The serious traffic delays on Old London Road at the junction with Cottonmill Lane have brought a rare unanimity to locals and rat-runners alike. The parlous state of the unassuming building shown in the photo is the cause.
Dating to 1881, this building has an interesting history. It owes its origins to the prospect of the many men constructing the city’s new sewage system spending too much time in the local pubs. Give them somewhere else to go was the idea, somewhere without the temptation of alcohol but with plenty of self-improving literature to read.
The idea originated with Hon. Robert Grimston, brother of the third Earl of Verulam, who later became national secretary of the Navvy Mission Society and later still, vicar of St Michael’s. The building has had various purposes since, a tramps’ rest and light industrial use among them.

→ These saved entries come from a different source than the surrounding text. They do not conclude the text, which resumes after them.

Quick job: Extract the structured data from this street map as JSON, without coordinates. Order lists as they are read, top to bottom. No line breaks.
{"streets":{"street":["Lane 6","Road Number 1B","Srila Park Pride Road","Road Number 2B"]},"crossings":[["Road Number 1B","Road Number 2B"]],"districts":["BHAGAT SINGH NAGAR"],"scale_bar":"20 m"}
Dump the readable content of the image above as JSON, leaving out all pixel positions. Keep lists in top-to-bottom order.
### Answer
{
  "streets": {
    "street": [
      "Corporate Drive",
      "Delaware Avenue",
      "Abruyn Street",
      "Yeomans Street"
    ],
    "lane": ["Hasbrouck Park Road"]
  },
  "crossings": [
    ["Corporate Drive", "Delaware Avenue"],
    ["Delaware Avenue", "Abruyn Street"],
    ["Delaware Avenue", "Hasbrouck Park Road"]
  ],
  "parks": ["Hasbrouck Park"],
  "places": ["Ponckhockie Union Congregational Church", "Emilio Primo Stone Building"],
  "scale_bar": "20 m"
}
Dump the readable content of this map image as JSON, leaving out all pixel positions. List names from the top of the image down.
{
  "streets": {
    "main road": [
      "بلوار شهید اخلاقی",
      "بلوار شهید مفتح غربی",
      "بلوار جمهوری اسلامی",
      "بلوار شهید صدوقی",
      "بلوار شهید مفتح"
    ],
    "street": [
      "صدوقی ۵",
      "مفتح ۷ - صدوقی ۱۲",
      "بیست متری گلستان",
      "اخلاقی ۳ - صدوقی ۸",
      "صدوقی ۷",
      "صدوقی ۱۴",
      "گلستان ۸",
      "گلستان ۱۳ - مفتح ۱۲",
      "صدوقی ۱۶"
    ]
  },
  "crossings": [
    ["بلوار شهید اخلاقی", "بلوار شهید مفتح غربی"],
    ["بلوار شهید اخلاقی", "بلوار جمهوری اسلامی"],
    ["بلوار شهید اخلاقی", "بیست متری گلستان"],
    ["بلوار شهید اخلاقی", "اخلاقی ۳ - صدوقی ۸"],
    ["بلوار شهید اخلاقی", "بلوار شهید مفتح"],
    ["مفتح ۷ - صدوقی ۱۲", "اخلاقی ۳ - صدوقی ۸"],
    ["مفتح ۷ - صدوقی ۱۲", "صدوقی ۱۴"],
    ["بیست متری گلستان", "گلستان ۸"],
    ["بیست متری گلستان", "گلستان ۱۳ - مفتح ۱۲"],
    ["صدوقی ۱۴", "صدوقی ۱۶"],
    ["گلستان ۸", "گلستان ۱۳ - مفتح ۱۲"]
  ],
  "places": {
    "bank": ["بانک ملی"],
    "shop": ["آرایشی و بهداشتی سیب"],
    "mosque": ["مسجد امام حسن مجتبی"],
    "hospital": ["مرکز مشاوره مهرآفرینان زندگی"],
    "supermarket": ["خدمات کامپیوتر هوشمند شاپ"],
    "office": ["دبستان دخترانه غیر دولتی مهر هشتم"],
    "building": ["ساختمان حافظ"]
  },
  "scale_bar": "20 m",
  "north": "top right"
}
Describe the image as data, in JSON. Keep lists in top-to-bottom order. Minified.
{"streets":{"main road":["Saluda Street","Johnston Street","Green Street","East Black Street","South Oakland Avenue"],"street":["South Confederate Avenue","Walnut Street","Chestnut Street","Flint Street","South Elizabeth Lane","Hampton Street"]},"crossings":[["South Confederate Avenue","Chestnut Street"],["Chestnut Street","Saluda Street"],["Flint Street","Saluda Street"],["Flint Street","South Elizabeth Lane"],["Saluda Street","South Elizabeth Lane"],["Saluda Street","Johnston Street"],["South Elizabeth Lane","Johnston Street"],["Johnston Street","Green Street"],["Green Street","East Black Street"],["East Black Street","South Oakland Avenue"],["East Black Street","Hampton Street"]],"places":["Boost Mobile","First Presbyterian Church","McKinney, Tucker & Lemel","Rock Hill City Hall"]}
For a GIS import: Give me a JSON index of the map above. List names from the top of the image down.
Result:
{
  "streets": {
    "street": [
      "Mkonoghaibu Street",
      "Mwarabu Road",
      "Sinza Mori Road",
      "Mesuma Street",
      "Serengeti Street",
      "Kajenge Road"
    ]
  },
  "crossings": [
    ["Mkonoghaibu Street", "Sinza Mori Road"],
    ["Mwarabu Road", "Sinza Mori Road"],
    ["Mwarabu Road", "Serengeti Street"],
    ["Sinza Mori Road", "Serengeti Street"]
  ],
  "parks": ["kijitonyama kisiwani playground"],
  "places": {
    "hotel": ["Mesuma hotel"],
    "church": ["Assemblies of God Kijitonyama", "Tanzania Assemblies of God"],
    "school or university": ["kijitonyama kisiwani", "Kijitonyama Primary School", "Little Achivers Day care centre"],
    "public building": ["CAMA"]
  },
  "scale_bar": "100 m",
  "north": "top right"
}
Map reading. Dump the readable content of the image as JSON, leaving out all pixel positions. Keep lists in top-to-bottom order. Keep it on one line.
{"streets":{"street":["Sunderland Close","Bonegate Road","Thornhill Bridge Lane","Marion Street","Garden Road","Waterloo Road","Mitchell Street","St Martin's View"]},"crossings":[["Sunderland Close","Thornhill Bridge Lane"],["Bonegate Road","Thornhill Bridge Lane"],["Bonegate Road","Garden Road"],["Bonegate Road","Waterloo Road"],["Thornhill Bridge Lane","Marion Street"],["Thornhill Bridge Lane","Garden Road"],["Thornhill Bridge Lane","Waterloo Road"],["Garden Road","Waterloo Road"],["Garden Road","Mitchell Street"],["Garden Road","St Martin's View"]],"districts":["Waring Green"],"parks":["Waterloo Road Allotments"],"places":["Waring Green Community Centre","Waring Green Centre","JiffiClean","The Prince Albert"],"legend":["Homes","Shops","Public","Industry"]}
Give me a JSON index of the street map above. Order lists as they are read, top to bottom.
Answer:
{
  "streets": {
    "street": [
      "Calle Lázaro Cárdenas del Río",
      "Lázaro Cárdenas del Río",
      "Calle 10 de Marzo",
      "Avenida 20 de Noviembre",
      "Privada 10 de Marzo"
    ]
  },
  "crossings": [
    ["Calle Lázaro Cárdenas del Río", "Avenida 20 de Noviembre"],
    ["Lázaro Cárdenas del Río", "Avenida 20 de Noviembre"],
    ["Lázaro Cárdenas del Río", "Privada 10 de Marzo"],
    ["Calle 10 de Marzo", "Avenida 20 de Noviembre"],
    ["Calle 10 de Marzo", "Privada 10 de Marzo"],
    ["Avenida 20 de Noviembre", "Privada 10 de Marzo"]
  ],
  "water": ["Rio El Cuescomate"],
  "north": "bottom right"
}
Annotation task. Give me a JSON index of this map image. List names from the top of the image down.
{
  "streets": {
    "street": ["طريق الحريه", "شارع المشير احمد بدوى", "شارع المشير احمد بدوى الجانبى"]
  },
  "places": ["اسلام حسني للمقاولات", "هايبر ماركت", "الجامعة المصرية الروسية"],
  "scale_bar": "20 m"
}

But is the current construction original?
The report of its opening in the Herts Advertiser (3 November 1881 p. 5) describes the building as being of wooden construction with sawdust packed in the wall cavities ‘to secure warmth and prevent draught’. This perilous form of insulation probably explains why bricks have replaced timber in the lower portion. SADC’s Character Statement no. 5a (2003, p. 172) reflects this: the old mission room is “timber clad but altered and in poor repair”. From our cursory study, we remain unsure whether there is anything original about the building.